Collected data entries:
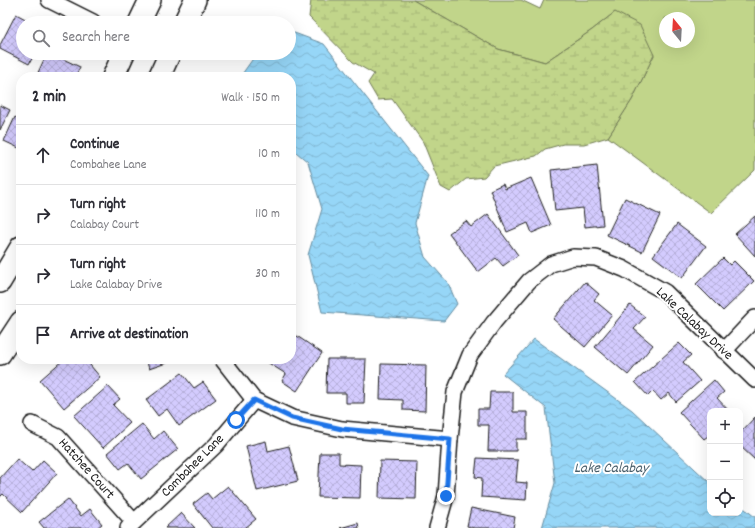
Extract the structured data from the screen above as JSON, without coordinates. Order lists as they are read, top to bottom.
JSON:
{
  "streets": {
    "street": ["Lake Calabay Drive", "Combahee Lane", "Hatchee Court"]
  },
  "crossings": [
    ["Combahee Lane", "Hatchee Court"]
  ],
  "water": ["Lake Calabay"],
  "north": "top",
  "page": {
    "search": "Search here",
    "heading": ["2 min", "Walk · 150 m"],
    "list": [
      ["Continue", "Combahee Lane", "10 m"],
      ["Turn right", "Calabay Court", "110 m"],
      ["Turn right", "Lake Calabay Drive", "30 m"],
      "Arrive at destination"
    ],
    "map_buttons": ["+", "−"]
  }
}
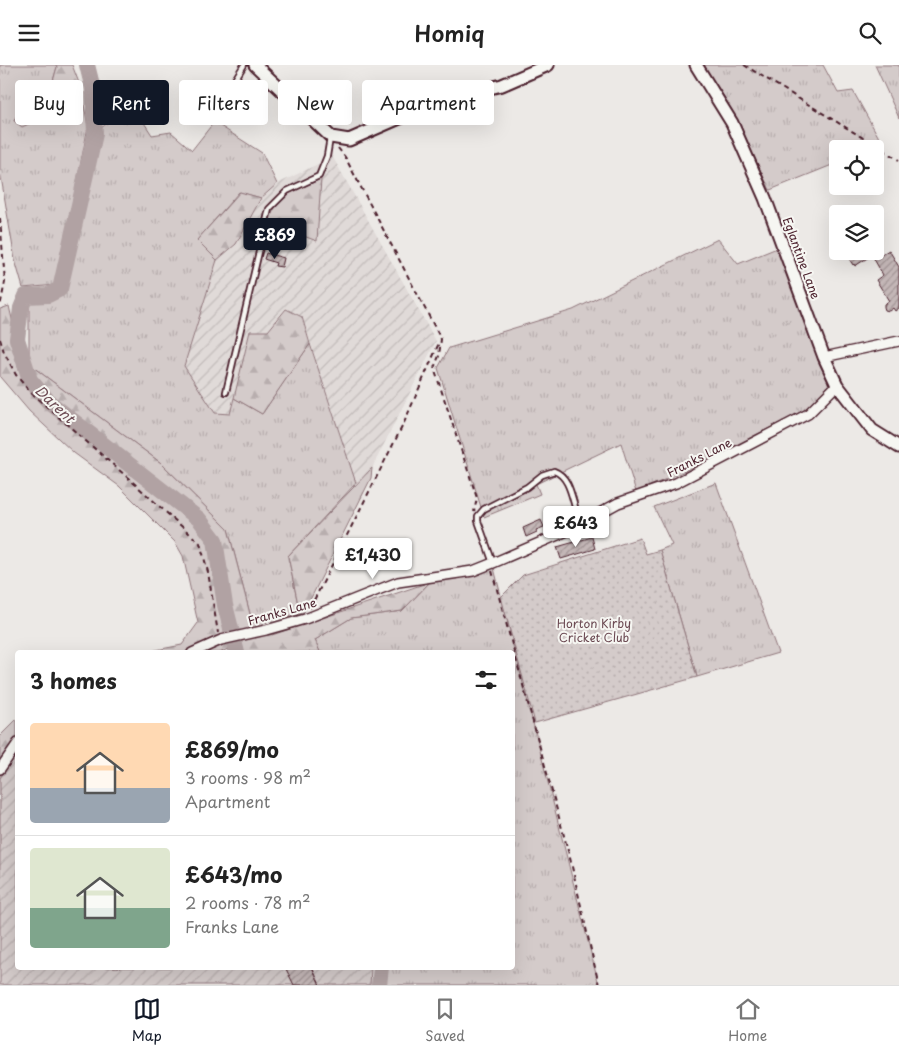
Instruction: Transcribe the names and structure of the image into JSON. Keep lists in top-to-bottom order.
{
  "streets": {
    "street": ["Eglantine Lane", "Franks Lane"]
  },
  "crossings": [
    ["Eglantine Lane", "Franks Lane"]
  ],
  "water": ["Darent"],
  "parks": ["Horton Kirby Cricket Club"],
  "page": {
    "header": "Homiq",
    "chip": [
      "Buy",
      "Rent",
      "Filters",
      "New",
      "Apartment"
    ],
    "price": ["£869", "£643", "£1,430"],
    "heading": "3 homes",
    "list": [
      {
        "name": "£869/mo",
        "note": "3 rooms · 98 m² · Apartment"
      },
      {
        "name": "£643/mo",
        "note": "2 rooms · 78 m² · Franks Lane"
      }
    ],
    "tabs": ["Map", "Saved", "Home"]
  }
}
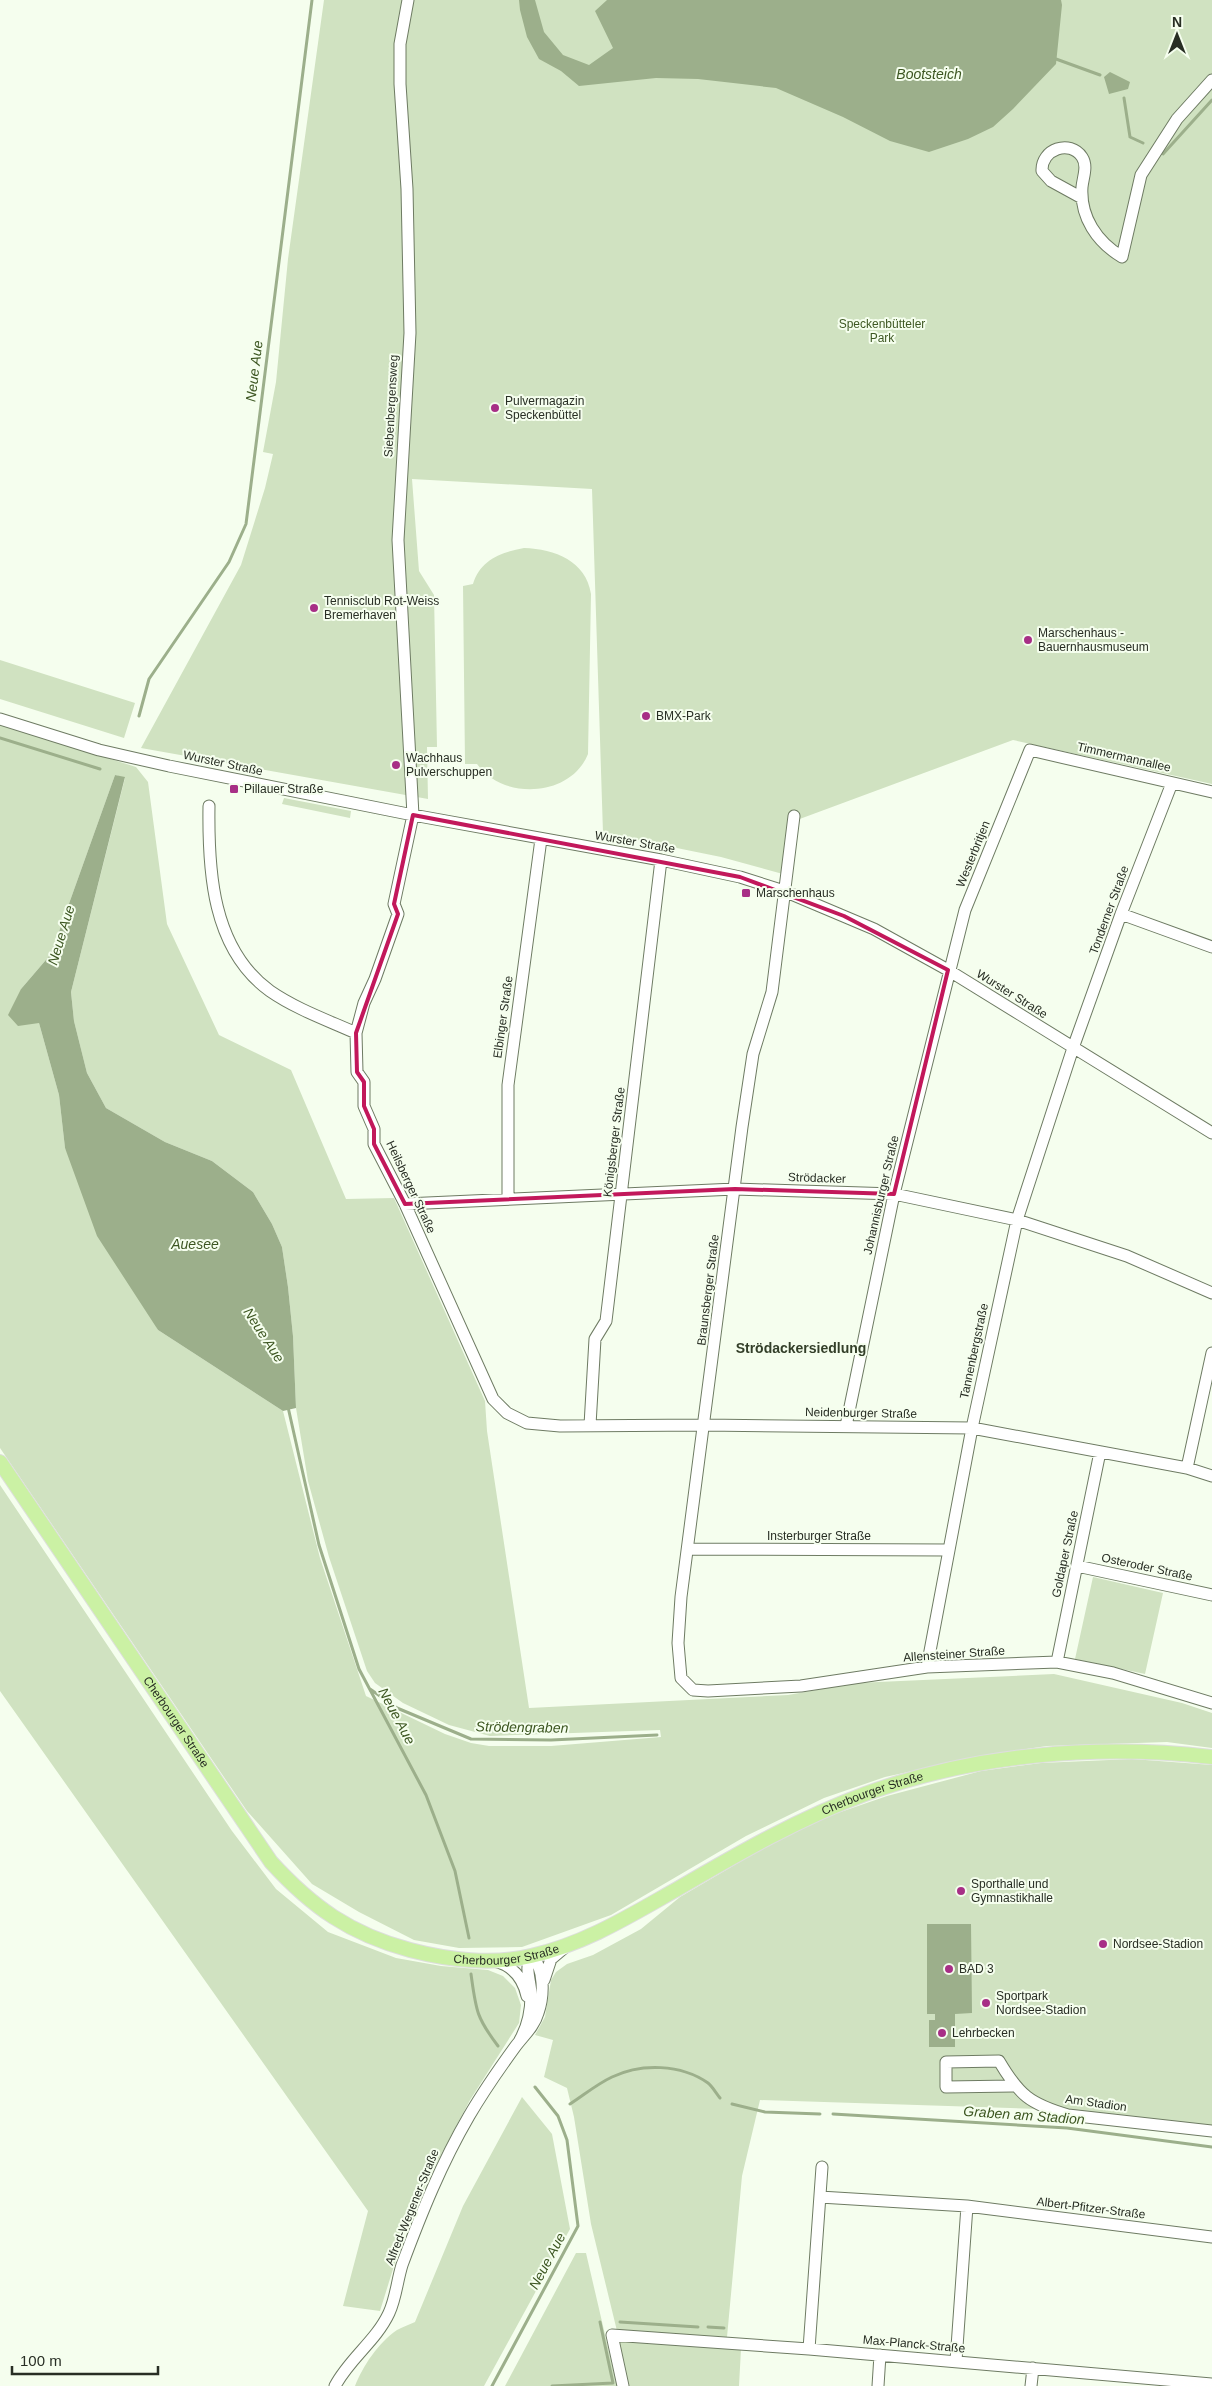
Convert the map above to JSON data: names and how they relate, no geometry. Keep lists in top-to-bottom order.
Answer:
{
  "streets": {
    "main road": ["Cherbourger Straße"],
    "street": [
      "Siebenbergensweg",
      "Timmermannallee",
      "Wurster Straße",
      "Westerbritjen",
      "Tonderner Straße",
      "Elbinger Straße",
      "Königsberger Straße",
      "Strödacker",
      "Heilsberger Straße",
      "Johannisburger Straße",
      "Braunsberger Straße",
      "Tannenbergstraße",
      "Neidenburger Straße",
      "Insterburger Straße",
      "Goldaper Straße",
      "Osteroder Straße",
      "Allensteiner Straße",
      "Am Stadion",
      "Alfred-Wegener-Straße",
      "Albert-Pfitzer-Straße",
      "Max-Planck-Straße"
    ]
  },
  "crossings": [
    ["Siebenbergensweg", "Wurster Straße"],
    ["Siebenbergensweg", "Heilsberger Straße"],
    ["Timmermannallee", "Westerbritjen"],
    ["Timmermannallee", "Tonderner Straße"],
    ["Wurster Straße", "Westerbritjen"],
    ["Wurster Straße", "Tonderner Straße"],
    ["Wurster Straße", "Elbinger Straße"],
    ["Wurster Straße", "Königsberger Straße"],
    ["Wurster Straße", "Heilsberger Straße"],
    ["Wurster Straße", "Johannisburger Straße"],
    ["Wurster Straße", "Braunsberger Straße"],
    ["Wurster Straße", "Tannenbergstraße"],
    ["Westerbritjen", "Johannisburger Straße"],
    ["Tonderner Straße", "Tannenbergstraße"],
    ["Elbinger Straße", "Strödacker"],
    ["Königsberger Straße", "Strödacker"],
    ["Königsberger Straße", "Neidenburger Straße"],
    ["Strödacker", "Heilsberger Straße"],
    ["Strödacker", "Johannisburger Straße"],
    ["Strödacker", "Braunsberger Straße"],
    ["Strödacker", "Tannenbergstraße"],
    ["Heilsberger Straße", "Neidenburger Straße"],
    ["Johannisburger Straße", "Neidenburger Straße"],
    ["Braunsberger Straße", "Neidenburger Straße"],
    ["Braunsberger Straße", "Insterburger Straße"],
    ["Braunsberger Straße", "Allensteiner Straße"],
    ["Tannenbergstraße", "Neidenburger Straße"],
    ["Tannenbergstraße", "Insterburger Straße"],
    ["Tannenbergstraße", "Allensteiner Straße"],
    ["Neidenburger Straße", "Goldaper Straße"],
    ["Goldaper Straße", "Osteroder Straße"],
    ["Goldaper Straße", "Allensteiner Straße"],
    ["Cherbourger Straße", "Alfred-Wegener-Straße"]
  ],
  "districts": ["Strödackersiedlung"],
  "water": [
    "Bootsteich",
    "Neue Aue",
    "Auesee",
    "Strödengraben",
    "Graben am Stadion"
  ],
  "parks": ["Speckenbütteler Park"],
  "places": {
    "other": [
      "Pulvermagazin Speckenbüttel",
      "Tennisclub Rot-Weiss Bremerhaven",
      "Marschenhaus - Bauernhausmuseum",
      "BMX-Park",
      "Wachhaus Pulverschuppen",
      "Sporthalle und Gymnastikhalle",
      "Nordsee-Stadion",
      "BAD 3",
      "Sportpark Nordsee-Stadion",
      "Lehrbecken"
    ],
    "transit": ["Pillauer Straße", "Marschenhaus"]
  },
  "scale_bar": "100 m",
  "north": "top"
}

- [EXERCISE GOAL]
Return all the records exactly, excluding images.

- [EXERCISE SOLUTION]
Extract the structured data from the screen above as JSON, without coordinates. Order lists as they are read, top to bottom.
JSON:
{
  "streets": {
    "street": ["Lake Calabay Drive", "Combahee Lane", "Hatchee Court"]
  },
  "crossings": [
    ["Combahee Lane", "Hatchee Court"]
  ],
  "water": ["Lake Calabay"],
  "north": "top",
  "page": {
    "search": "Search here",
    "heading": ["2 min", "Walk · 150 m"],
    "list": [
      ["Continue", "Combahee Lane", "10 m"],
      ["Turn right", "Calabay Court", "110 m"],
      ["Turn right", "Lake Calabay Drive", "30 m"],
      "Arrive at destination"
    ],
    "map_buttons": ["+", "−"]
  }
}
Instruction: Transcribe the names and structure of the image into JSON. Keep lists in top-to-bottom order.
{
  "streets": {
    "street": ["Eglantine Lane", "Franks Lane"]
  },
  "crossings": [
    ["Eglantine Lane", "Franks Lane"]
  ],
  "water": ["Darent"],
  "parks": ["Horton Kirby Cricket Club"],
  "page": {
    "header": "Homiq",
    "chip": [
      "Buy",
      "Rent",
      "Filters",
      "New",
      "Apartment"
    ],
    "price": ["£869", "£643", "£1,430"],
    "heading": "3 homes",
    "list": [
      {
        "name": "£869/mo",
        "note": "3 rooms · 98 m² · Apartment"
      },
      {
        "name": "£643/mo",
        "note": "2 rooms · 78 m² · Franks Lane"
      }
    ],
    "tabs": ["Map", "Saved", "Home"]
  }
}
Convert the map above to JSON data: names and how they relate, no geometry. Keep lists in top-to-bottom order.
Answer:
{
  "streets": {
    "main road": ["Cherbourger Straße"],
    "street": [
      "Siebenbergensweg",
      "Timmermannallee",
      "Wurster Straße",
      "Westerbritjen",
      "Tonderner Straße",
      "Elbinger Straße",
      "Königsberger Straße",
      "Strödacker",
      "Heilsberger Straße",
      "Johannisburger Straße",
      "Braunsberger Straße",
      "Tannenbergstraße",
      "Neidenburger Straße",
      "Insterburger Straße",
      "Goldaper Straße",
      "Osteroder Straße",
      "Allensteiner Straße",
      "Am Stadion",
      "Alfred-Wegener-Straße",
      "Albert-Pfitzer-Straße",
      "Max-Planck-Straße"
    ]
  },
  "crossings": [
    ["Siebenbergensweg", "Wurster Straße"],
    ["Siebenbergensweg", "Heilsberger Straße"],
    ["Timmermannallee", "Westerbritjen"],
    ["Timmermannallee", "Tonderner Straße"],
    ["Wurster Straße", "Westerbritjen"],
    ["Wurster Straße", "Tonderner Straße"],
    ["Wurster Straße", "Elbinger Straße"],
    ["Wurster Straße", "Königsberger Straße"],
    ["Wurster Straße", "Heilsberger Straße"],
    ["Wurster Straße", "Johannisburger Straße"],
    ["Wurster Straße", "Braunsberger Straße"],
    ["Wurster Straße", "Tannenbergstraße"],
    ["Westerbritjen", "Johannisburger Straße"],
    ["Tonderner Straße", "Tannenbergstraße"],
    ["Elbinger Straße", "Strödacker"],
    ["Königsberger Straße", "Strödacker"],
    ["Königsberger Straße", "Neidenburger Straße"],
    ["Strödacker", "Heilsberger Straße"],
    ["Strödacker", "Johannisburger Straße"],
    ["Strödacker", "Braunsberger Straße"],
    ["Strödacker", "Tannenbergstraße"],
    ["Heilsberger Straße", "Neidenburger Straße"],
    ["Johannisburger Straße", "Neidenburger Straße"],
    ["Braunsberger Straße", "Neidenburger Straße"],
    ["Braunsberger Straße", "Insterburger Straße"],
    ["Braunsberger Straße", "Allensteiner Straße"],
    ["Tannenbergstraße", "Neidenburger Straße"],
    ["Tannenbergstraße", "Insterburger Straße"],
    ["Tannenbergstraße", "Allensteiner Straße"],
    ["Neidenburger Straße", "Goldaper Straße"],
    ["Goldaper Straße", "Osteroder Straße"],
    ["Goldaper Straße", "Allensteiner Straße"],
    ["Cherbourger Straße", "Alfred-Wegener-Straße"]
  ],
  "districts": ["Strödackersiedlung"],
  "water": [
    "Bootsteich",
    "Neue Aue",
    "Auesee",
    "Strödengraben",
    "Graben am Stadion"
  ],
  "parks": ["Speckenbütteler Park"],
  "places": {
    "other": [
      "Pulvermagazin Speckenbüttel",
      "Tennisclub Rot-Weiss Bremerhaven",
      "Marschenhaus - Bauernhausmuseum",
      "BMX-Park",
      "Wachhaus Pulverschuppen",
      "Sporthalle und Gymnastikhalle",
      "Nordsee-Stadion",
      "BAD 3",
      "Sportpark Nordsee-Stadion",
      "Lehrbecken"
    ],
    "transit": ["Pillauer Straße", "Marschenhaus"]
  },
  "scale_bar": "100 m",
  "north": "top"
}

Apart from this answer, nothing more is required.